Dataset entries
>>>
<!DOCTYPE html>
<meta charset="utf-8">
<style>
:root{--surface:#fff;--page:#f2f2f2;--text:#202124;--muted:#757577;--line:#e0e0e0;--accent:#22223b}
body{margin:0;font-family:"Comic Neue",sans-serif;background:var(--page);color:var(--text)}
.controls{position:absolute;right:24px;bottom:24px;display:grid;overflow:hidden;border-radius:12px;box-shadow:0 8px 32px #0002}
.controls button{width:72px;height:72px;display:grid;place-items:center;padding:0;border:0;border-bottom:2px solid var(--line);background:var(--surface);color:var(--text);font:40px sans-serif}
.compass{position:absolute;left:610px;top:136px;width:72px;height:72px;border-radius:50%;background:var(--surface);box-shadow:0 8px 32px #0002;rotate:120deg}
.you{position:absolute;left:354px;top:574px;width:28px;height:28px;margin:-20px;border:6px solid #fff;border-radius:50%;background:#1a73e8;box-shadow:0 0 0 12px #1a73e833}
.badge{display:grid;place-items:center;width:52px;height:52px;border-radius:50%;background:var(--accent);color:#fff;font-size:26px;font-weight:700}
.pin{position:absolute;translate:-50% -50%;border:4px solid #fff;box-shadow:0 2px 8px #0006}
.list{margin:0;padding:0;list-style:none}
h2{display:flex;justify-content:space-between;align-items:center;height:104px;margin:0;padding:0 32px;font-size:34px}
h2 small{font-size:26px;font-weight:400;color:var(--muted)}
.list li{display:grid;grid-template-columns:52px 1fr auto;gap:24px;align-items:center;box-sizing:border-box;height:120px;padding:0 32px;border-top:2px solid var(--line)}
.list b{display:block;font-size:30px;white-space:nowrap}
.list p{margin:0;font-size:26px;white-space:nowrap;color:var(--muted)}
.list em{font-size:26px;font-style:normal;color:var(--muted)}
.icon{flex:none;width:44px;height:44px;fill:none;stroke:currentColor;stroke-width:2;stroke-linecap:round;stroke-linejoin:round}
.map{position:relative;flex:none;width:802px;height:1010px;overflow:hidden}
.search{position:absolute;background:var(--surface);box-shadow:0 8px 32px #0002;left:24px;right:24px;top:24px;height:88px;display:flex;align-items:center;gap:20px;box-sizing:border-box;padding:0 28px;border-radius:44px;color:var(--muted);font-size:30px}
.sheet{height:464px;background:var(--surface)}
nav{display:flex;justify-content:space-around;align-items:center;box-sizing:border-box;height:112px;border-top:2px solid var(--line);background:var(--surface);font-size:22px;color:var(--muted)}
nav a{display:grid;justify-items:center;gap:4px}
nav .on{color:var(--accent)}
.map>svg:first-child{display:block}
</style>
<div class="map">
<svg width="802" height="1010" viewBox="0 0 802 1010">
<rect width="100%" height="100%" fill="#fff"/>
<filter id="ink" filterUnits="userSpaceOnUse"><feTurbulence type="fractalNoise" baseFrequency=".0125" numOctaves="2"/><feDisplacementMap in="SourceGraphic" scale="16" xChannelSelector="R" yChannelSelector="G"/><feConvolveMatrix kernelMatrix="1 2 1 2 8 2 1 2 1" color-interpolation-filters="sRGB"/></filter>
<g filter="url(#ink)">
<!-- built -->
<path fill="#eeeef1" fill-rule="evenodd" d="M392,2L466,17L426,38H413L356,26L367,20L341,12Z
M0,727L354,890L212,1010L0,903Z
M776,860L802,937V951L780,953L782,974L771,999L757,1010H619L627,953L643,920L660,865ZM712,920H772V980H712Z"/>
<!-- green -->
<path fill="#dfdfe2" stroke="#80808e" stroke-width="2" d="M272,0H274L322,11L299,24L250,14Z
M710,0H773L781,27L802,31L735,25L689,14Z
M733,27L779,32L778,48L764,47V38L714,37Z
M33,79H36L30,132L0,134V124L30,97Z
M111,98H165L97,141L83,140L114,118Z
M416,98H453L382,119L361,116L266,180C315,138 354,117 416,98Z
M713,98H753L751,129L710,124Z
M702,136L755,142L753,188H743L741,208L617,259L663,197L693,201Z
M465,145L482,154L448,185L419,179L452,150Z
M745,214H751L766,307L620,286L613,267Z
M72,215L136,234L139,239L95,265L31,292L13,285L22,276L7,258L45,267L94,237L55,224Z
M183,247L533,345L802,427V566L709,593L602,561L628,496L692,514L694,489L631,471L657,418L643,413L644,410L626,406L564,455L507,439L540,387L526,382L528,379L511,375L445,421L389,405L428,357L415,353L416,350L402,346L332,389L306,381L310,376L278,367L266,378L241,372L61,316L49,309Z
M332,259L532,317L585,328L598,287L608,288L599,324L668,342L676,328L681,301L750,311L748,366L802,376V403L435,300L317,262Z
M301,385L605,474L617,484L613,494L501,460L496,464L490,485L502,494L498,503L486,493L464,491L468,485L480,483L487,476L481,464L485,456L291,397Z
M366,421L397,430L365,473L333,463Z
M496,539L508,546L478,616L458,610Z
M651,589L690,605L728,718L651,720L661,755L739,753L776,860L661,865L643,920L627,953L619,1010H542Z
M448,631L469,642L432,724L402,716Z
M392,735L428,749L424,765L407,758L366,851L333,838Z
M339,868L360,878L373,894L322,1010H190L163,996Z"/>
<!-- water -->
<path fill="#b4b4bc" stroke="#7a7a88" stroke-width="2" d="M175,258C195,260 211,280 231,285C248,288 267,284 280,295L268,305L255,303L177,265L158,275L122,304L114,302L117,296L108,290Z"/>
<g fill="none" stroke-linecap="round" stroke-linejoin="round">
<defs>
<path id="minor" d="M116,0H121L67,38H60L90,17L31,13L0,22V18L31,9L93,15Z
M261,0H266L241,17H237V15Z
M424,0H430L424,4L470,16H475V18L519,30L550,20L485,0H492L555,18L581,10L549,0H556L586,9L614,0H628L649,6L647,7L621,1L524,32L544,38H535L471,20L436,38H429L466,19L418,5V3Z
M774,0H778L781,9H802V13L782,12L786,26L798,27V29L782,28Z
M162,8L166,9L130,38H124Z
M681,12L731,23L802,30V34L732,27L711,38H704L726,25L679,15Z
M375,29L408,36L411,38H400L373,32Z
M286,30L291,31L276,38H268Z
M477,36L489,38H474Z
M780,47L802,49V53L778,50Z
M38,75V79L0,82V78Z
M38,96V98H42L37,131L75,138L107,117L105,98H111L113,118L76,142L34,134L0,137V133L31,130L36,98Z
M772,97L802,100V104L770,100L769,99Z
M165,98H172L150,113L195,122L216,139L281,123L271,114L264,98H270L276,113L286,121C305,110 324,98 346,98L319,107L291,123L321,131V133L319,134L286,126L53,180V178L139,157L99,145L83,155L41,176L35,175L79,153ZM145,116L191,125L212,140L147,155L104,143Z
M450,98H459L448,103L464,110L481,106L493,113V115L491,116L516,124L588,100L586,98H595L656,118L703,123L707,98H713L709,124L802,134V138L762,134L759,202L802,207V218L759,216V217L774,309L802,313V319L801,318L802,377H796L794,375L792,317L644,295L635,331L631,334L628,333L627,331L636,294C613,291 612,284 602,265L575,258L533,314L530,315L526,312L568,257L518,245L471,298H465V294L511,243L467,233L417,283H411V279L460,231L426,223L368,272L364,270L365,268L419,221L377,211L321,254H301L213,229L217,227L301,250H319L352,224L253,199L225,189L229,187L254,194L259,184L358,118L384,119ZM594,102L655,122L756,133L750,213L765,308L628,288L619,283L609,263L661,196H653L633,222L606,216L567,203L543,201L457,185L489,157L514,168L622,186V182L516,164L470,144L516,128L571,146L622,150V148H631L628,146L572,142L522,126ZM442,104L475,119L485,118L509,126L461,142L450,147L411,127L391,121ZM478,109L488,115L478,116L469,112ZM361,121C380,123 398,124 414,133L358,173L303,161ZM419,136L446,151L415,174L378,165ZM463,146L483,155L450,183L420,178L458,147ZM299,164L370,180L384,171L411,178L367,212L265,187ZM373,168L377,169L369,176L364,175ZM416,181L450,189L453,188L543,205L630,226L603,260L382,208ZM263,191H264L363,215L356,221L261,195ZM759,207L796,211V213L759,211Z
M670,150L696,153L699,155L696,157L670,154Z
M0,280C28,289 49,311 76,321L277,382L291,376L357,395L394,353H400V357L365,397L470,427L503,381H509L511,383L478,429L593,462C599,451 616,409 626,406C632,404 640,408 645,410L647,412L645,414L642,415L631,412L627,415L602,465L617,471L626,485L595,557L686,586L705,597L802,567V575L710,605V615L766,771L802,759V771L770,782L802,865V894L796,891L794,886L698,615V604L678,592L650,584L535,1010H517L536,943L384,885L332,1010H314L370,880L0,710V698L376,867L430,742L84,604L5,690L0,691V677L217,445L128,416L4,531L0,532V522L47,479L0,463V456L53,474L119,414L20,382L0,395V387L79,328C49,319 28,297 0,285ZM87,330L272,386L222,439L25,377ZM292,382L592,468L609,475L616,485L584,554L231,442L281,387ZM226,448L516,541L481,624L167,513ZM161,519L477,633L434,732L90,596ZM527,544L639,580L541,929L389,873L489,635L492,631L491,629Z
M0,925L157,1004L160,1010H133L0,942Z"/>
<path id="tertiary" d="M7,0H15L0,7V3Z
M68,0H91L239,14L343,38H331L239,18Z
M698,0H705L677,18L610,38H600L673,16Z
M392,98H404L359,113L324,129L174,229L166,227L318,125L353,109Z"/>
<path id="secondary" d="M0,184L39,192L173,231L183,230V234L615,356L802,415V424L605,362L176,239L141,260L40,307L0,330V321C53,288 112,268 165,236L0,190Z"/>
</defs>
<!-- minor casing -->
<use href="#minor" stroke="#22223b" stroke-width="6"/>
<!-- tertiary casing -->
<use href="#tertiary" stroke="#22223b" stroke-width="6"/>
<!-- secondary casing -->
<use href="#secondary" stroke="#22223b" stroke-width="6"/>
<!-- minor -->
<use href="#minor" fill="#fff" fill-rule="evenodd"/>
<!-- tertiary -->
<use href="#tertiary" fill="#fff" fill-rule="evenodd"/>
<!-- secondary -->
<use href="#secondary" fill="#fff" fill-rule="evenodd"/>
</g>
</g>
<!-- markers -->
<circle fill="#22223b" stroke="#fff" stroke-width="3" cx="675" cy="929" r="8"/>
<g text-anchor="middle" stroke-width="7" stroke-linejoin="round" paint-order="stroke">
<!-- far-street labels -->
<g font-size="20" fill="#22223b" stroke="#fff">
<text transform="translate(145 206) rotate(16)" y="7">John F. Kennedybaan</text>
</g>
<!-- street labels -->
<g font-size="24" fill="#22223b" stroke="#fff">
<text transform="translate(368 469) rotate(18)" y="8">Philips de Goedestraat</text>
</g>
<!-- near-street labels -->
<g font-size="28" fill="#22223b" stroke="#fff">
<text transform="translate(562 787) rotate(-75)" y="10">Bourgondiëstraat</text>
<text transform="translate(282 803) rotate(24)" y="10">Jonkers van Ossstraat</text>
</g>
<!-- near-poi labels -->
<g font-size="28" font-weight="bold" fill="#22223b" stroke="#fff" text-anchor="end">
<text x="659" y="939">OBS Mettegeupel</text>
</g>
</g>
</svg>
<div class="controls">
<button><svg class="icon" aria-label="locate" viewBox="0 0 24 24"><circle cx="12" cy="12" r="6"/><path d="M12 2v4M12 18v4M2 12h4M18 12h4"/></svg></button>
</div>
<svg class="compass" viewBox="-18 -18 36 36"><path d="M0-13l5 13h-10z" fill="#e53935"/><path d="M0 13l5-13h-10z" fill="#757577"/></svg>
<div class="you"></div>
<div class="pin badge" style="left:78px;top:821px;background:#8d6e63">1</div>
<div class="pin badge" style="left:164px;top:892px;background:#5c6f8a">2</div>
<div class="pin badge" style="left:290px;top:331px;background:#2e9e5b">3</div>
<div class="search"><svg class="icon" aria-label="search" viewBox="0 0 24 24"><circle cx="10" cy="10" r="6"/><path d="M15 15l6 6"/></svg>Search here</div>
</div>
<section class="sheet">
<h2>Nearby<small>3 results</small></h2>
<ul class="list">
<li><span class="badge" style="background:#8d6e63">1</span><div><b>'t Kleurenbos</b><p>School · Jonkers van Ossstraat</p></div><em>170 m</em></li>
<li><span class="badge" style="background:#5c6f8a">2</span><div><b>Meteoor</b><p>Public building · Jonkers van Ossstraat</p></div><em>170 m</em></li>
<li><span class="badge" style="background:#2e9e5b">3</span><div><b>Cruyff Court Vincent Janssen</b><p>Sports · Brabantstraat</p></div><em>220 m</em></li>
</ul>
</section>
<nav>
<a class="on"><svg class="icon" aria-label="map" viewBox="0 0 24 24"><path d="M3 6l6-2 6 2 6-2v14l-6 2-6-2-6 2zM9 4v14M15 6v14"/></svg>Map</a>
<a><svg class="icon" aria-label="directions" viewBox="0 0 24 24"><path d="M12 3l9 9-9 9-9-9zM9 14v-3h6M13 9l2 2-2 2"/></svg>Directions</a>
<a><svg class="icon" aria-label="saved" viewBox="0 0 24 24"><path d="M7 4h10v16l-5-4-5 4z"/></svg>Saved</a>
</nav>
<<<
**Work request**: Go through the lines above and copy any that contain "sans".

**Task response**:
body{margin:0;font-family:"Comic Neue",sans-serif;background:var(--page);color:var(--text)}
.controls button{width:72px;height:72px;display:grid;place-items:center;padding:0;border:0;border-bottom:2px solid var(--line);background:var(--surface);color:var(--text);font:40px sans-serif}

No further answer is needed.